** Opening Data to examine block **

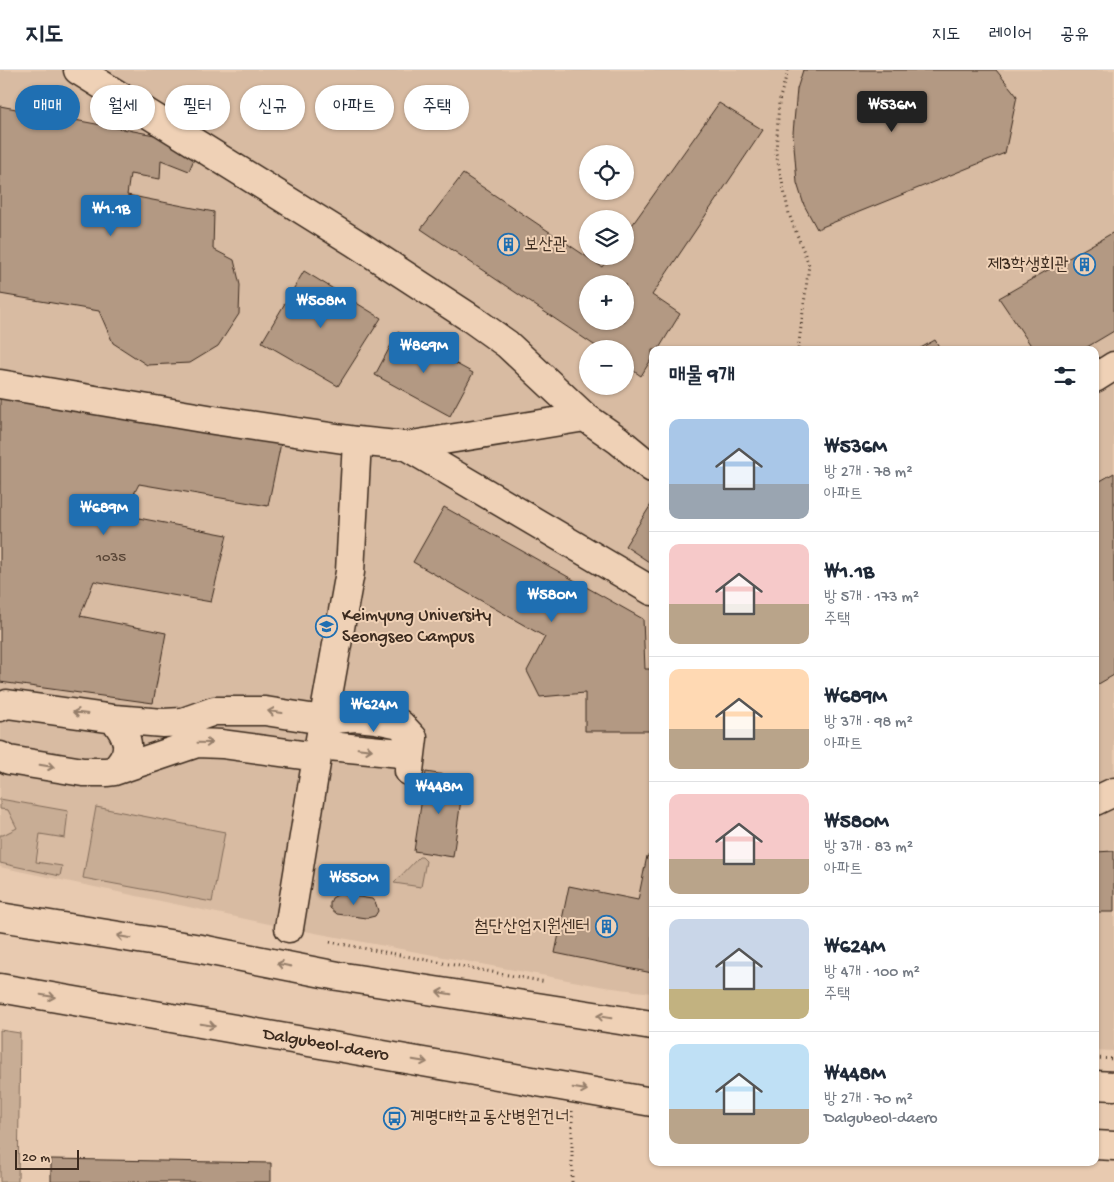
<!DOCTYPE html>
<html lang="ko">
<head>
<meta charset="utf-8">
<style>
	:root { --surface:#fff; --page:#f2f2f3; --text:#1f2937; --muted:#747a83; --line:#e0e1e3; --accent:#1f6fb2 }
	body { margin:0; font-family:"Gochi Hand","Poor Story",sans-serif; background:var(--page); color:var(--text); height:100vh; display:flex; flex-direction:column; font-size:19px; white-space:nowrap }
	* { box-sizing:border-box; margin:0 }
	p { font-size:16px; color:var(--muted) }
	.icon { flex:none; width:28px; height:28px; fill:none; stroke:currentColor; stroke-width:2; stroke-linecap:round; stroke-linejoin:round }
	.map { position:relative; flex:1; overflow:hidden }
	.details { position:absolute; left:649px; top:276px; width:450px; height:820px; display:flex; flex-direction:column; background:var(--surface); border-radius:10px; box-shadow:0 1px 4px #0004 }
	.details>* { flex:none }
	.guide { position:absolute; left:15px; top:15px; width:475px; height:45px; display:flex; gap:10px }
	.fabs { position:absolute; left:579px; top:75px; display:grid; gap:10px }
	.fabs a { display:grid; place-items:center; width:55px; height:55px; border-radius:50%; background:var(--surface); box-shadow:0 1px 4px #0004; font-size:25px }
	.scale { position:absolute; left:15px; bottom:12px; width:64px; box-sizing:border-box; padding-left:5px; border:2px solid #3b2a1e; border-top:0; font-size:14px; line-height:18px; white-space:nowrap; color:#3b2a1e; -webkit-text-stroke:4px #efd1b6; paint-order:stroke }
	.price { position:absolute; translate:-50% -42px; padding:0 11px; border-radius:5px; background:var(--accent); color:#fff; font-size:16px; line-height:32px; filter:drop-shadow(0 1px 2px #0008) }
	.price::after { content:''; position:absolute; left:50%; top:30px; width:15px; height:11px; margin-left:-8px; background:inherit; clip-path:polygon(0 0,100% 0,50% 100%) }
	.price.selected { background:#222; color:#fff }
	ul { padding:0; list-style:none }
	li { display:flex; align-items:center; gap:15px; height:125px; padding:0 20px }
	li+li { border-top:1px solid var(--line) }
	li span { display:grid; place-items:center; flex:none; width:140px; height:100px; border-radius:10px; color:#555 }
	li>.icon { margin-inline-start:auto }
	span .icon { width:60px; height:60px; fill:#fffc; stroke-width:1 }
	li b { font-size:21px }
	h2 { display:flex; justify-content:space-between; align-items:center; height:60px; padding:0 20px; font-size:21px }
	.chip { padding:0 18px; border-radius:22px; background:var(--surface); box-shadow:0 1px 4px #0004; font-size:18px; line-height:45px }
	.chip.selected { background:var(--accent); color:#fff }
	header { display:flex; align-items:center; gap:30px; box-sizing:border-box; height:70px; padding:0 25px; background:var(--surface); border-bottom:1px solid var(--line) }
	header strong { font-size:24px }
	nav { display:flex; gap:28px; margin-inline-start:auto; font-size:18px }
	.map>svg:first-child { display:block }
	.built { fill:#d8bba2; fill-rule:evenodd }
	.green { fill:#c8ad95; stroke:#826c5a }
	.building { fill:#b39983; stroke:#3b2a1e; fill-rule:evenodd }
	.lines { fill:none; stroke-linecap:round; stroke-linejoin:round }
	.minor-casing { stroke:#3b2a1e; stroke-width:31 }
	.major-casing { stroke:#3b2a1e; stroke-width:31 }
	.path { stroke:#3b2a1e; stroke-width:3; stroke-dasharray:1 4; stroke-linecap:butt }
	.minor { stroke:#efd1b6; stroke-width:28 }
	.major { stroke:#efd1b6; stroke-width:28 }
	.oneway { stroke:#957e6a }
	.labels { text-anchor:middle; dominant-baseline:central; stroke-width:4; stroke-linejoin:round; paint-order:stroke }
	.number-label { font-size:15px; fill:#594637 }
	.poi-label { font-size:18px; fill:#3b2a1e; stroke:#efd1b6; text-anchor:start }
	.street-label { font-size:18px; fill:#3b2a1e; stroke:#efd1b6 }
</style>
</head>
<body>
<header>
<strong>지도</strong>
<nav><a>지도</a><a>레이어</a><a>공유</a></nav>
</header>
<div class="map">
<svg width="1114" height="1112" viewBox="0 0 1114 1112">
	<rect width="100%" height="100%" fill="#e8cab0"/>
	<filter id="ink" filterUnits="userSpaceOnUse"><feTurbulence type="fractalNoise" baseFrequency=".02" numOctaves="2"/><feDisplacementMap in="SourceGraphic" scale="10" xChannelSelector="R" yChannelSelector="G"/><feConvolveMatrix kernelMatrix="1 2 1 2 8 2 1 2 1" color-interpolation-filters="sRGB"/></filter>
	<g filter="url(#ink)">
		<path class="built" d="M0 0H1114V981L1095 980V280H652V923L605 917 283 857 0 797ZM588 84H625V121H588ZM588 149H625V186H588ZM588 214H625V251H588ZM588 279H625V316H588Z"/>
		<path class="green" d="M0 729 68 741 65 768 40 764 36 792 62 796 60 806 0 793V765H3L17 758 8 740 0 739Z
			M96 737 225 762 212 832 83 808Z
			M419 787H422L426 791 421 817 394 813Z
			M0 960 20 963 18 1112H0Z"/>
		<path class="building" d="M803 0H996L1017 26 1005 83 817 159 804 135 797 113 793 63 797 19Z
			M719 33 763 60 652 225 680 244 658 280H652V288L641 306 625 295V279H600L421 159 463 104 602 197 610 186H625V165ZM588 214H625V251H588Z
			M0 36 160 66 197 82 189 101 161 90 160 109 130 104 127 125 214 142 213 179 234 190 240 215 239 244 218 276 190 293 147 295 113 273 99 241 0 224Z
			M1114 162V261L1082 280H1034L999 228Z
			M304 201 381 248 338 316 262 272Z
			M398 262 473 303 450 346 375 305Z
			M935 270 941 280H917Z
			M0 322 281 373 268 436 139 414 123 445 227 465 211 532 94 511 80 546 166 563 153 633 0 612Z
			M1114 403V605L1095 616V551L1098 549 1095 543V414Z
			M652 433V494L625 476Z
			M444 437 643 549 645 599H652V661H585V623L540 627 527 601 545 567 413 492Z
			M366 653 385 655 383 673 364 671Z
			M426 702 464 708 453 787 414 781Z
			M1114 781V842H1095V782Z
			M647 786 652 787V903L555 883 569 816 638 830Z
			M339 824 372 829 376 834 378 841 375 846 367 848 337 844 330 838V833L332 828Z
			M51 1089 271 1093V1112H51Z"/>
		<g class="lines">
			<defs>
				<path id="minor" d="M78 0 354 172 472 249 507 274 585 347 618 370 652 398
					M1095 308 1114 296
					M0 314 214 350 357 371 406 376 585 347
					M406 376 652 521
					M0 637 7 634 114 649 163 653 183 652 214 641H265L323 650 356 647 376 649 400 654 413 668 409 701
					M319 675 411 684
					M0 686 9 690 83 702H106L114 701 197 673 222 674 317 687
					M114 701C133 682 130 669 114 649
					M1095 731 1114 722
					M289 858 319 675 350 502 357 371"/>
				<g id="major">
					<path d="M0 847 201 879 338 906 652 955"/>
					<path id="s1" d="M0 918 652 1032"/>
					<path d="M1095 1015 1114 1016"/>
					<path d="M1095 1075 1114 1076"/>
				</g>
			</defs>
			<use href="#minor" class="minor-casing"/>
			<use href="#major" class="major-casing"/>
			<path class="path" d="M788 0 779 31 776 83 789 144 809 195 798 280
				M330 872 546 912
				M1095 988 1114 989
				M572 1112V1041"/>
			<use href="#minor" class="minor"/>
			<use href="#major" class="major"/>
		</g>
		<defs><path id="oneway-shaft" d="M-6 0H5M1.5-3L5.5 0L1.5 3" fill="none" stroke-width="1.6" stroke-linecap="round" stroke-linejoin="round" transform="scale(1.25)"/></defs>
		<g class="oneway">
			<use href="#oneway-shaft" transform="translate(275 642) rotate(-172)"/>
			<use href="#oneway-shaft" transform="translate(80 643) rotate(-173)"/>
			<use href="#oneway-shaft" transform="translate(205 673) rotate(1)"/>
			<use href="#oneway-shaft" transform="translate(365 679) rotate(6)"/>
			<use href="#oneway-shaft" transform="translate(47 696) rotate(9)"/>
			<use href="#oneway-shaft" transform="translate(124 867) rotate(-171)"/>
			<use href="#oneway-shaft" transform="translate(284 895) rotate(-169)"/>
			<use href="#oneway-shaft" transform="translate(444 923) rotate(-171)"/>
			<use href="#oneway-shaft" transform="translate(48 926) rotate(10)"/>
			<use href="#oneway-shaft" transform="translate(604 947) rotate(-171)"/>
			<use href="#oneway-shaft" transform="translate(208 955) rotate(10)"/>
			<use href="#oneway-shaft" transform="translate(420 991) rotate(10)"/>
			<use href="#oneway-shaft" transform="translate(580 1019) rotate(10)"/>
		</g>
	</g>
	<defs>
		<symbol id="building-ring" viewBox="-11 -11 22 22"><circle r="9.5" fill="#efd1b6" stroke="#1f6fb2" stroke-width="1.5"/><path d="M-4-6H4V6H1V3H-1V6H-4ZM-2.5-4.3h1.7v1.8h-1.7ZM.8-4.3h1.7v1.8H.8ZM-2.5-1h1.7V.8h-1.7ZM.8-1h1.7V.8H.8Z" fill="#1f6fb2"/></symbol>
		<symbol id="university-ring" viewBox="-11 -11 22 22"><circle r="9.5" fill="#efd1b6" stroke="#1f6fb2" stroke-width="1.5"/><path d="M0-5L7-2L0 1L-7-2ZM-4 1L0 2.5L4 1V4Q0 6-4 4Z" fill="#1f6fb2"/></symbol>
		<symbol id="bus-ring" viewBox="-11 -11 22 22"><circle r="9.5" fill="#efd1b6" stroke="#1f6fb2" stroke-width="1.5"/><path d="M-5-6H5V4H4V6H2V4H-2V6H-4V4H-5ZM-3.5-4V0h7V-4ZM-3.5 1.2v1.5H-2V1.2ZM2 1.2v1.5H3.5V1.2Z" fill="#1f6fb2"/></symbol>
	</defs>
	<g fill-rule="evenodd">
		<use href="#building-ring" x="496" y="162" width="25" height="25"/>
		<use href="#building-ring" x="1072" y="182" width="25" height="25"/>
		<use href="#university-ring" x="314" y="544" width="25" height="25"/>
		<use href="#building-ring" x="594" y="844" width="25" height="25"/>
		<use href="#bus-ring" x="382" y="1036" width="25" height="25"/>
	</g>
	<g class="labels">
		<g class="number-label">
			<text x="111" y="488">1035</text>
		</g>
		<g class="poi-label">
			<text x="524" y="175">보산관</text>
			<text x="1069" y="195" text-anchor="end">제3학생회관</text>
			<text x="342" y="546">Keimyung University<tspan x="342" dy="21">Seongseo Campus</tspan></text>
			<text x="590" y="857" text-anchor="end">첨단산업지원센터</text>
			<text x="410" y="1048">계명대학교동산병원건너</text>
		</g>
		<g class="street-label">
			<text stroke="none"><textPath href="#s1" startOffset="331">Dalgubeol-daero</textPath></text>
		</g>
	</g>
</svg>
<div class="fabs">
<a><svg class="icon" aria-label="locate" viewBox="0 0 24 24"><circle cx="12" cy="12" r="6"/><path d="M12 2v4M12 18v4M2 12h4M18 12h4"/></svg></a>
<a><svg class="icon" aria-label="layers" viewBox="0 0 24 24"><path d="M12 4l9 5-9 5-9-5zM3 14l9 5 9-5"/></svg></a>
<a>+</a>
<a>−</a>
</div>
<div class="scale">20 m</div>
<b class="price selected" style="left:892px;top:63px">₩536M</b>
<b class="price" style="left:111px;top:167px">₩1.1B</b>
<b class="price" style="left:321px;top:259px">₩508M</b>
<b class="price" style="left:424px;top:304px">₩869M</b>
<b class="price" style="left:104px;top:466px">₩689M</b>
<b class="price" style="left:552px;top:553px">₩580M</b>
<b class="price" style="left:374px;top:663px">₩624M</b>
<b class="price" style="left:439px;top:745px">₩448M</b>
<b class="price" style="left:354px;top:836px">₩550M</b>
<div class="guide">
<a class="chip selected">매매</a>
<a class="chip">월세</a>
<a class="chip">필터</a>
<a class="chip">신규</a>
<a class="chip">아파트</a>
<a class="chip">주택</a>
</div>
<section class="details">
<h2>매물 9개<svg class="icon" aria-label="filters" viewBox="0 0 24 24"><path d="M4 7h16M4 17h16"/><circle cx="9" cy="7" r="2"/><circle cx="15" cy="17" r="2"/></svg></h2>
<ul>
<li><span style="background:linear-gradient(#a9c7e8 65%,#9aa5b1 0)"><svg class="icon" aria-label="home" viewBox="0 0 24 24"><path d="M3 11l9-7 9 7M6 9v11h12V9"/></svg></span><div><b>₩536M</b><p>방 2개 · 78 m²</p><p>아파트</p></div></li>
<li><span style="background:linear-gradient(#f6c9c9 60%,#b9a48a 0)"><svg class="icon" aria-label="home" viewBox="0 0 24 24"><path d="M3 11l9-7 9 7M6 9v11h12V9"/></svg></span><div><b>₩1.1B</b><p>방 5개 · 173 m²</p><p>주택</p></div></li>
<li><span style="background:linear-gradient(#ffd9b3 60%,#b9a48a 0)"><svg class="icon" aria-label="home" viewBox="0 0 24 24"><path d="M3 11l9-7 9 7M6 9v11h12V9"/></svg></span><div><b>₩689M</b><p>방 3개 · 98 m²</p><p>아파트</p></div></li>
<li><span style="background:linear-gradient(#f6c9c9 65%,#b9a48a 0)"><svg class="icon" aria-label="home" viewBox="0 0 24 24"><path d="M3 11l9-7 9 7M6 9v11h12V9"/></svg></span><div><b>₩580M</b><p>방 3개 · 83 m²</p><p>아파트</p></div></li>
<li><span style="background:linear-gradient(#c9d6e8 70%,#c2b280 0)"><svg class="icon" aria-label="home" viewBox="0 0 24 24"><path d="M3 11l9-7 9 7M6 9v11h12V9"/></svg></span><div><b>₩624M</b><p>방 4개 · 100 m²</p><p>주택</p></div></li>
<li><span style="background:linear-gradient(#bfe0f5 65%,#b9a48a 0)"><svg class="icon" aria-label="home" viewBox="0 0 24 24"><path d="M3 11l9-7 9 7M6 9v11h12V9"/></svg></span><div><b>₩448M</b><p>방 2개 · 70 m²</p><p>Dalgubeol-daero</p></div></li>
</ul>
</section>
</div>
</body>
</html>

** Closing Data to examine block **

● What the task asks
Every line from the one containing "2개 · 70 m²</p><p>Dalgubeol-daero</p></div></li>" to the end of the entries must be set down exactly, with none omitted and none added.

● Output of the exercise
<li><span style="background:linear-gradient(#bfe0f5 65%,#b9a48a 0)"><svg class="icon" aria-label="home" viewBox="0 0 24 24"><path d="M3 11l9-7 9 7M6 9v11h12V9"/></svg></span><div><b>₩448M</b><p>방 2개 · 70 m²</p><p>Dalgubeol-daero</p></div></li>
</ul>
</section>
</div>
</body>
</html>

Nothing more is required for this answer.